Task to complete: In the records that follow, locate every line with "data" and extract it.

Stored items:
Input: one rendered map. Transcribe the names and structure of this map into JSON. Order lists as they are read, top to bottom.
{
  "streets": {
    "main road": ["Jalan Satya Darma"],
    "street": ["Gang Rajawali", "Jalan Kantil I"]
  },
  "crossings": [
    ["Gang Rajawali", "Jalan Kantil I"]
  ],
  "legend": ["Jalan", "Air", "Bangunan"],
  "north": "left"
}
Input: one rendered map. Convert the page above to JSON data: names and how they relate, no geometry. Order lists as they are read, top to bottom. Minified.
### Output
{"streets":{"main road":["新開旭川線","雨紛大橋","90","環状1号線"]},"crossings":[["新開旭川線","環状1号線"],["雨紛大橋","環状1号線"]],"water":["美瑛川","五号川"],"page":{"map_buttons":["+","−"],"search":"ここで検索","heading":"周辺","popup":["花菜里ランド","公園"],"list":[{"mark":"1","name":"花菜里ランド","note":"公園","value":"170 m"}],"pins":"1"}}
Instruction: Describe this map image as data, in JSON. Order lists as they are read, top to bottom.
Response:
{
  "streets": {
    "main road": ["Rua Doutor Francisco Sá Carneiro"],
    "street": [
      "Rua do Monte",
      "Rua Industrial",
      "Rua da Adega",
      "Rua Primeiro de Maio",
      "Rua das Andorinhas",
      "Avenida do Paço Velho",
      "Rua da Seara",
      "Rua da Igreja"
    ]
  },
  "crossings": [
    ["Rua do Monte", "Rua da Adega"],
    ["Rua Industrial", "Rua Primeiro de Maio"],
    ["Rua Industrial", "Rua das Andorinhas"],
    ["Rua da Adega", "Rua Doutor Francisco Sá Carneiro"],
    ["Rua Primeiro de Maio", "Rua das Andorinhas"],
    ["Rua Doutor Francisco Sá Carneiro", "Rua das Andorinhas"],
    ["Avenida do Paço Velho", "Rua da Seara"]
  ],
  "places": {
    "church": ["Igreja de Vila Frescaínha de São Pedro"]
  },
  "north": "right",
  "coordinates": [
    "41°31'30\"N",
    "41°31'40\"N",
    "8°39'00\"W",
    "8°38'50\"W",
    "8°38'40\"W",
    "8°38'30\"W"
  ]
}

Task response:
Input: one rendered map. Convert the page above to JSON data: names and how they relate, no geometry. Order lists as they are read, top to bottom. Minified.
Instruction: Describe this map image as data, in JSON. Order lists as they are read, top to bottom.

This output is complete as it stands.